Since reputation systems became the primary method of spam filtering, the focus was more on IP address reputation and less on domain reputation. Now, IP address reputation is less important for inbox placement than domain reputation and message content.
With the advent of IPv6, it is possible for every electronic device in the world to have its own IP address. Because so many IP addresses are available, spammers can afford to waste them. ISPs cannot rely only on blocking IP addresses to protect their networks. IPv4 is still the default for email but that is changing, and spam filters are adapting.

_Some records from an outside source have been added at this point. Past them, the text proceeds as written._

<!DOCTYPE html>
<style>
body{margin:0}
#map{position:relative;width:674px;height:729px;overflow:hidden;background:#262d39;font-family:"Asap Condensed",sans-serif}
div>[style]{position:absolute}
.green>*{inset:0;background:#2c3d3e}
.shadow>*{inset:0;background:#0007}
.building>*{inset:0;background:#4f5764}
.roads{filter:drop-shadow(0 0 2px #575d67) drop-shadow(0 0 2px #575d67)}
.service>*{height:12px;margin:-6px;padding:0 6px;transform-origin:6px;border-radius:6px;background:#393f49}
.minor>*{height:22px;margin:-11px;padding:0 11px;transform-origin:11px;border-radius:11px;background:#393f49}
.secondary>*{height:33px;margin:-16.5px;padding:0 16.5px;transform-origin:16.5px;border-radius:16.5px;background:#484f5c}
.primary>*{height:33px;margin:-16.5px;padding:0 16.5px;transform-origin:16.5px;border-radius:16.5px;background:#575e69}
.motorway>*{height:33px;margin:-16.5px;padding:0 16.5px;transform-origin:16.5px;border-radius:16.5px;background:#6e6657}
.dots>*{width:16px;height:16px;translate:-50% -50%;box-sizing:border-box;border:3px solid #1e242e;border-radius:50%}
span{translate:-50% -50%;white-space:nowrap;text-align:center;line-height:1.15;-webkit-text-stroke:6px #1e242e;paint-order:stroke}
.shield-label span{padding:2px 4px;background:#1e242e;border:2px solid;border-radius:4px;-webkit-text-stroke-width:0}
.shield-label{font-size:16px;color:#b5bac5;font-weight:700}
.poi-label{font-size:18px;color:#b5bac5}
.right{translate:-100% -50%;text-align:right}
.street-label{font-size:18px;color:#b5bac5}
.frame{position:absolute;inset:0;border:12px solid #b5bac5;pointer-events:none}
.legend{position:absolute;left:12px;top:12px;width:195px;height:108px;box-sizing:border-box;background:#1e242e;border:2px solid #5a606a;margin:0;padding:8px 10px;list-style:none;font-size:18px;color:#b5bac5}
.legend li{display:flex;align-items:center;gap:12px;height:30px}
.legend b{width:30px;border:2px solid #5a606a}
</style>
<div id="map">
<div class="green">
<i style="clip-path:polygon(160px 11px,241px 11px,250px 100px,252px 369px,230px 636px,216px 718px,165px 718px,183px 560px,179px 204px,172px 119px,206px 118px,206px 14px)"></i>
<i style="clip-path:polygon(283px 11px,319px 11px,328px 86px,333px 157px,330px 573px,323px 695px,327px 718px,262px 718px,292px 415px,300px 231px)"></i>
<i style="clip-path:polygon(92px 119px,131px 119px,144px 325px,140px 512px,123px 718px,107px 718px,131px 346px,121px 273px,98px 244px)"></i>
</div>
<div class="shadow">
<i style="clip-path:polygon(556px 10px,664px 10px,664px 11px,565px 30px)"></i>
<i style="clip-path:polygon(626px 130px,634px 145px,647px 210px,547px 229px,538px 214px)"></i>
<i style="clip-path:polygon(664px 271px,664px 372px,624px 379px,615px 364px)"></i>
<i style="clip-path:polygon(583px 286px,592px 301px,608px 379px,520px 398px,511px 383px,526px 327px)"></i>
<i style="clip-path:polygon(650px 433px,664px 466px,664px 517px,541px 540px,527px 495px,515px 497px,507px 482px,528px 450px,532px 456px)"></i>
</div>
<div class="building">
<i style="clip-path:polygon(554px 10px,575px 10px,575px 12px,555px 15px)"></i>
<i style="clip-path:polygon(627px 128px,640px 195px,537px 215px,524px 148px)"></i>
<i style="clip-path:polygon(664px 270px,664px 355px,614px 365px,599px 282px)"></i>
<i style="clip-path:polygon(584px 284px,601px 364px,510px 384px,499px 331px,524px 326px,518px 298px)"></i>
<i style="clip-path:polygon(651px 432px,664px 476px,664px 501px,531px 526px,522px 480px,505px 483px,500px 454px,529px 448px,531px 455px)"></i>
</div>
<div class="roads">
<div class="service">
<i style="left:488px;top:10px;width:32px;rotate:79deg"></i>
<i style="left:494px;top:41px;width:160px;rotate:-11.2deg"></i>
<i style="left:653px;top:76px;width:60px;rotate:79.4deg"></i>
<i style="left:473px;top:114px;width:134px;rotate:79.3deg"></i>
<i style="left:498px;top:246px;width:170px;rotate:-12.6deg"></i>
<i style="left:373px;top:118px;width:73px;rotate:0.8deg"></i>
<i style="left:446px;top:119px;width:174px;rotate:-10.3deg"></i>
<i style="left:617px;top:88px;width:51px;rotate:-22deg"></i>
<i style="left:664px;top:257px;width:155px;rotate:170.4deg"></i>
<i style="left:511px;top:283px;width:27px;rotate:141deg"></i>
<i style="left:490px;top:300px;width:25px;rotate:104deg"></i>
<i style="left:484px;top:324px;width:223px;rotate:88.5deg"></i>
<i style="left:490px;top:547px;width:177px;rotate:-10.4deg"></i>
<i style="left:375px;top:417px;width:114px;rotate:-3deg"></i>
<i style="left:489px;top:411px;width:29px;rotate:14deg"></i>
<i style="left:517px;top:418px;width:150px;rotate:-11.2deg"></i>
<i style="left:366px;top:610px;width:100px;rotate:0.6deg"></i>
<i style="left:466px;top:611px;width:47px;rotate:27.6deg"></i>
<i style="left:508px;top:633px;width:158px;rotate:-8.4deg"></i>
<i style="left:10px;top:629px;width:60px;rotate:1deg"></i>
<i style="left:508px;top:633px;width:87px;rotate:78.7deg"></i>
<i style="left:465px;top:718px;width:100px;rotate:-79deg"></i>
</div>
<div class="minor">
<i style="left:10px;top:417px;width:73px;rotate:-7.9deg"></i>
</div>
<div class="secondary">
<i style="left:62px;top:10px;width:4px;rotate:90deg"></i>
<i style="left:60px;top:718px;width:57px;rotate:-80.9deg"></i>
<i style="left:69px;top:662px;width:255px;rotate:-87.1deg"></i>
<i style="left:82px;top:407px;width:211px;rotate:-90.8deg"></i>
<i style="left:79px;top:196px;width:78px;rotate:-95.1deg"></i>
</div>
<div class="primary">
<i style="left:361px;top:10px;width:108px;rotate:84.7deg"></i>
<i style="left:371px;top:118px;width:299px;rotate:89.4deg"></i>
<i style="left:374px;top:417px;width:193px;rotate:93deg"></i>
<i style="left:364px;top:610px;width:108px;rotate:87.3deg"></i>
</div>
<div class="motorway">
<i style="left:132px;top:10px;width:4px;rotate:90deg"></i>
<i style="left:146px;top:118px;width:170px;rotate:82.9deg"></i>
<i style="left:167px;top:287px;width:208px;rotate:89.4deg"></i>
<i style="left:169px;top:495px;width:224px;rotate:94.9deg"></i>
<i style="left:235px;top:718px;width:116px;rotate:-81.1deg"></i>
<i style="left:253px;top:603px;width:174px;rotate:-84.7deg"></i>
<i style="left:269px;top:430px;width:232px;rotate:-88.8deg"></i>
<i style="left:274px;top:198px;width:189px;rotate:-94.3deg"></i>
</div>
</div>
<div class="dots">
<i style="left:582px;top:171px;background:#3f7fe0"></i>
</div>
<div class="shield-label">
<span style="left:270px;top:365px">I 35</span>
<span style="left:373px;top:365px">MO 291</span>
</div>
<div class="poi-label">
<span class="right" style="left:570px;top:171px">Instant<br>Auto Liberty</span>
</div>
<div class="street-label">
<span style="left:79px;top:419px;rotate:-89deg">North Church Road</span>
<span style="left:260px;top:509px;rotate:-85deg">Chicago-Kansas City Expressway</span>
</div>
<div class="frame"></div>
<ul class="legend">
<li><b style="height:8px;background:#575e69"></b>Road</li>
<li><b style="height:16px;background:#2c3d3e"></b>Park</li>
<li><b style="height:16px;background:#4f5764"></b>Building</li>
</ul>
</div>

Technology improvements progressed from simple IP reputation engines to ISPs and filter vendors that collect more metrics about email than ever before. Technologies like DKIM, SPF, and DMARC now make it possible to trust more data. Trusted data is used for reputation decisions and for spam filtering.
What to focus on
IP reputation is still critically important but is focused on the moment when the email is offered for delivery. When the mail is accepted, the rest of the reputational blend is used to determine whether the email is placed in the inbox or in the spam folder. The reputational blend includes domain reputation, content (including links and images), and customer interaction with the email.
Today, email marketers should focus on engagement at least as much as on IP address reputation. Authentication must be in place and correct. When that is done, focus on creating and maintaining a well-segmented database and an interested, engaged audience that interacts positively with marketing email. The more effective the email that is delivered, the better deliverability gets.